A moment that changed me: the haircut that set me free as a butch lesbian | Sexuality

TThe hairdresser stabilized my head as I sat in the swivel chair, face mask, looking in the mirror. In December 2020, another lockdown was looming, and nearly 12 months earlier, I had made a New Years resolution to have short hair that year. Within 45 minutes, my mop at shoulder height was only a few inches.

People often undergo sweeping haircuts in response to life-changing events, such as a break-up or the loss of a loved one. I got mine because I wanted to embrace how I felt as a butch lesbian.

For as long as I can remember, I have been gender non-conforming. Around the age of four, I organized a demonstration against wearing a dress at Christmas. I was horrified, on a birthday, to have a Barbie.

My mom loves me now for who I am, but as a teenager I grew up in Cumbria I knew she wouldn’t accept my sexuality. She had raised me as a Christian and homosexuality conflicted with her faith. In high school, I learned that words like “gay” and “lesbian” should be used in negative ways – like slurs or jokes. Rumor had it that a PE teacher was a lesbian, and students were chatting about her appearance. She presented herself in a fairly masculine manner and had short hair.

I realized I liked girls when I was 13. Over the next few years, I hated myself. I felt sordid, ashamed and bad: I had been told that people like me were wrong. I tried to pray and go out with boys. But I couldn’t change who I was.
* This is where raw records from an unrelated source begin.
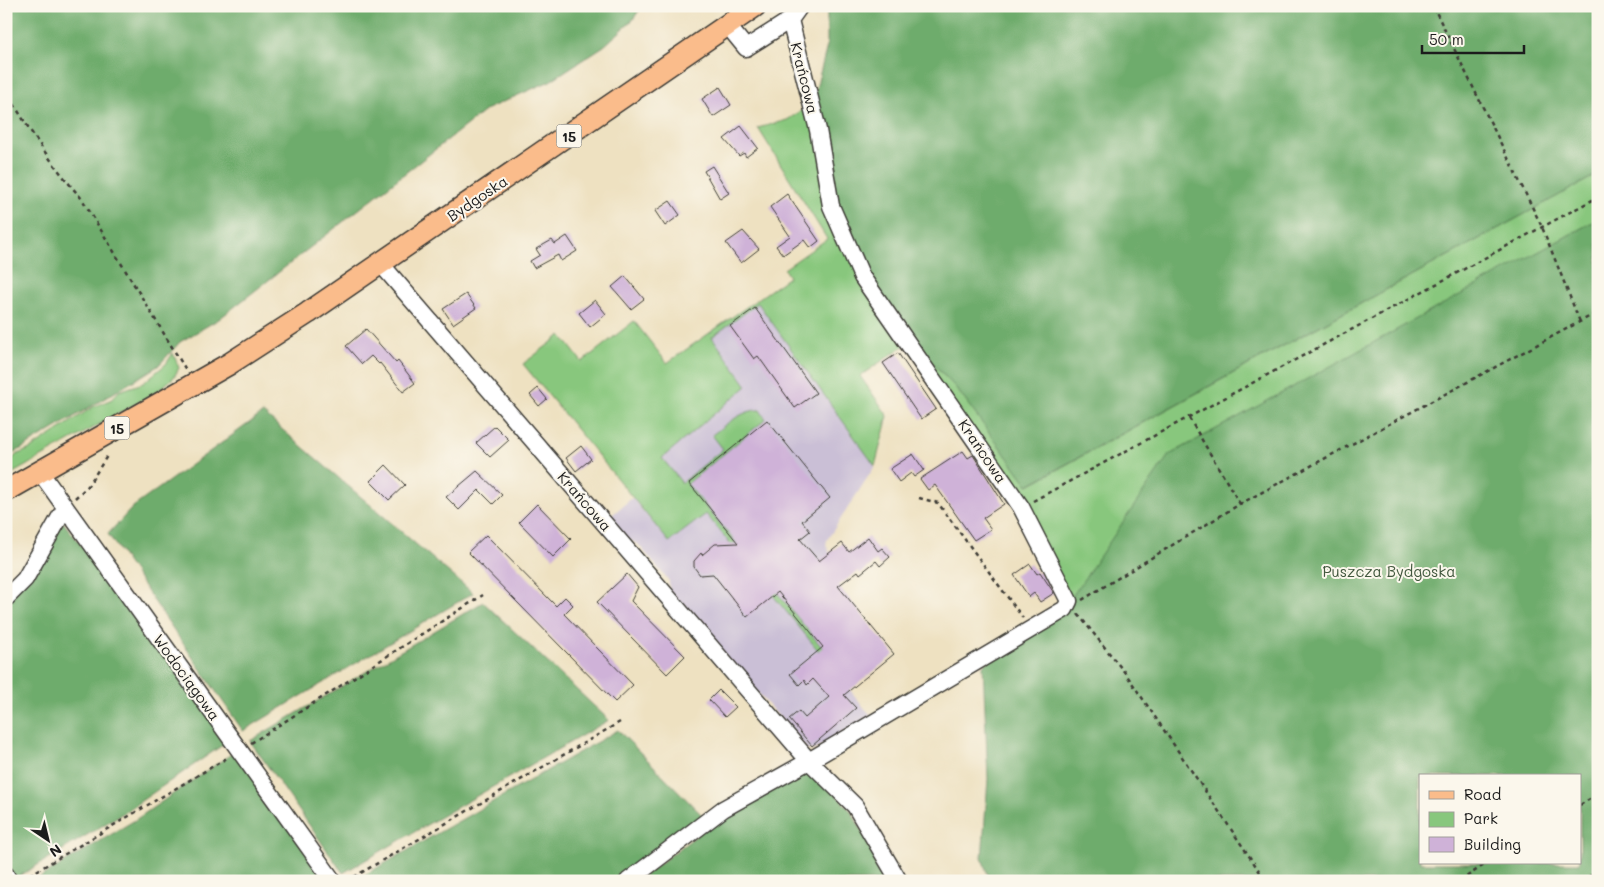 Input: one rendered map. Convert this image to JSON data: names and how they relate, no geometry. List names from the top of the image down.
{
  "streets": {
    "main road": ["15", "Bydgoska"],
    "street": ["Krańcowa", "Wodociągowa"]
  },
  "crossings": [
    ["Krańcowa", "Bydgoska"],
    ["15", "Bydgoska"],
    ["15", "Wodociągowa"]
  ],
  "parks": ["Puszcza Bydgoska"],
  "legend": ["Road", "Park", "Building"],
  "scale_bar": "50 m",
  "north": "bottom right"
}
I connected with more masculine and butch lesbians, like Ellen DeGeneres or friends from my soccer team. But they were laughed at for their men’s clothes and their Mohawks. Schoolchildren snickered about angry leather-faced dykes, hating men. I felt so ashamed when they did.

Finally, in 2011, when I was 17, I found the courage to come out with a haircut: short, fierce back and sides with a feather on top.
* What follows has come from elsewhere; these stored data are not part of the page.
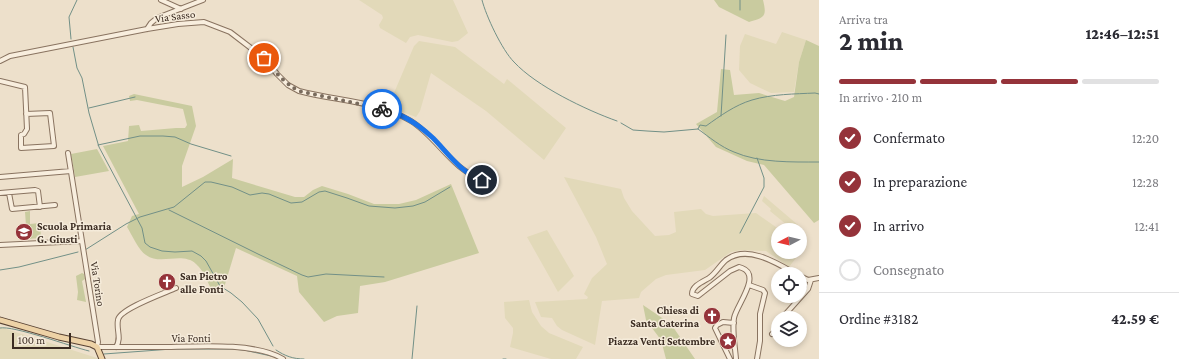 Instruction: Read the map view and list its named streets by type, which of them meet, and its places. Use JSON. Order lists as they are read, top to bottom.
{
  "streets": {
    "street": ["Via Sasso", "Via Torino", "Via Fonti"]
  },
  "crossings": [
    ["Via Torino", "Via Fonti"]
  ],
  "places": {
    "school or university": ["Scuola Primaria G. Giusti"],
    "church": ["San Pietro alle Fonti", "Chiesa di Santa Caterina"],
    "place": ["Piazza Venti Settembre"]
  },
  "scale_bar": "100 m",
  "north": "left",
  "page": {
    "heading": ["2 min", "Arriva tra", "12:46–12:51"],
    "panel": ["Ordine #3182", "42.59 €"],
    "bar": "In arrivo · 210 m",
    "list": [
      ["Confermato", "12:20"],
      ["In preparazione", "12:28"],
      ["In arrivo", "12:41"],
      "Consegnato"
    ],
    "scale": "100 m"
  }
} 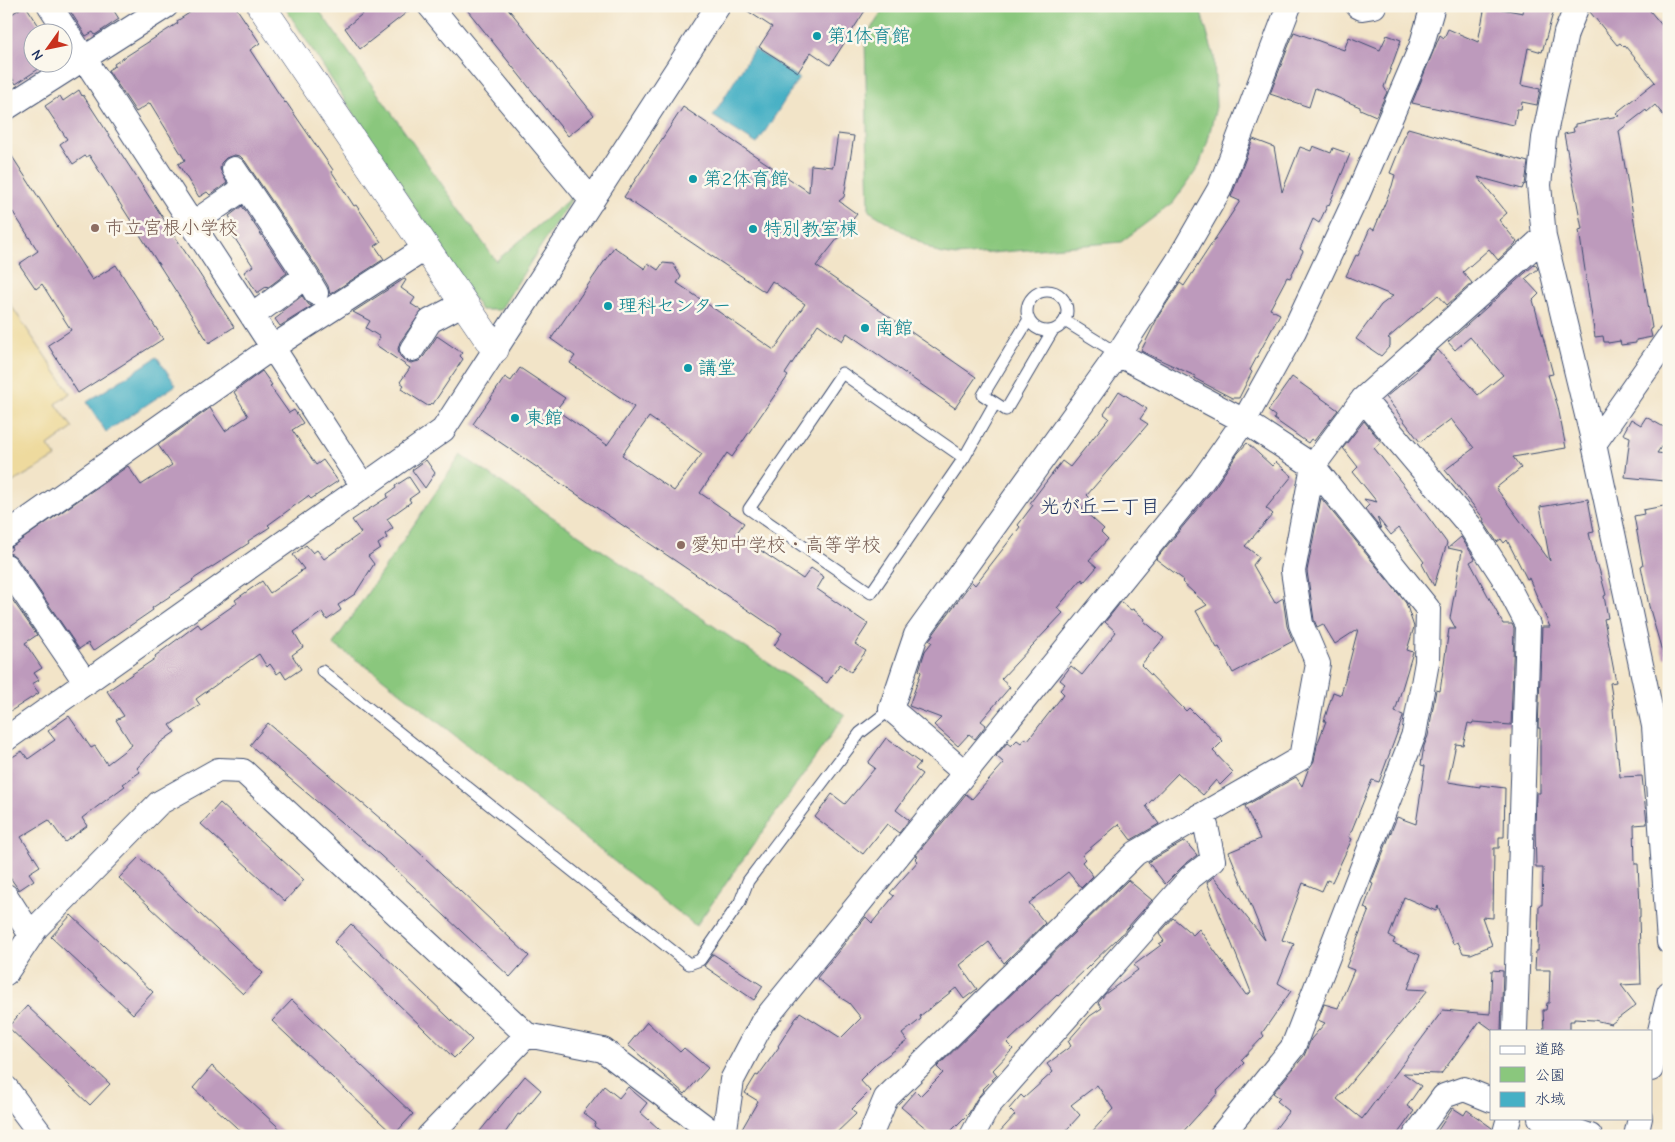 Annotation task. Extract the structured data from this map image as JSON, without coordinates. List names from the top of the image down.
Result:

I drove to nearby Brampton and made an appointment with a hairdresser for the following week. I seemed fairly calm with the receptionist when booking but, back in the car, I cried violently, my head glued to the wheel.

I felt completely alone, trapped in a nightmare from which I couldn’t wake up.

The day after booking, I canceled the appointment. I had gone out to a friend in the village, and she wondered if it was not too much for me rather than going out gradually and then doing my hair later. Looking back, I’m glad she said that – I wasn’t ready.

In fact, I came out about a year later: I was with my first girlfriend and I couldn’t hide our relationship. My friends and most of my family have supported me. It took a while, but my mom is now one of my biggest supporters.

It was then… Ella Braidwood before her haircut. Photography: Courtesy of Ella Braidwood

I was happier after going out, but felt repressed by my appearance and the stigma against looking butch. I gave in to what I perceived to be overwhelming societal pressure to appear physically acceptable to the heterosexual majority, but I repeatedly looked online at people whose style I wanted to copy; for example, actor Lea DeLaria and, more recently, Harry Styles – my lesbian icon. I idolized the 2012 pompadour by Alex Turner, singer of the Arctic Monkeys.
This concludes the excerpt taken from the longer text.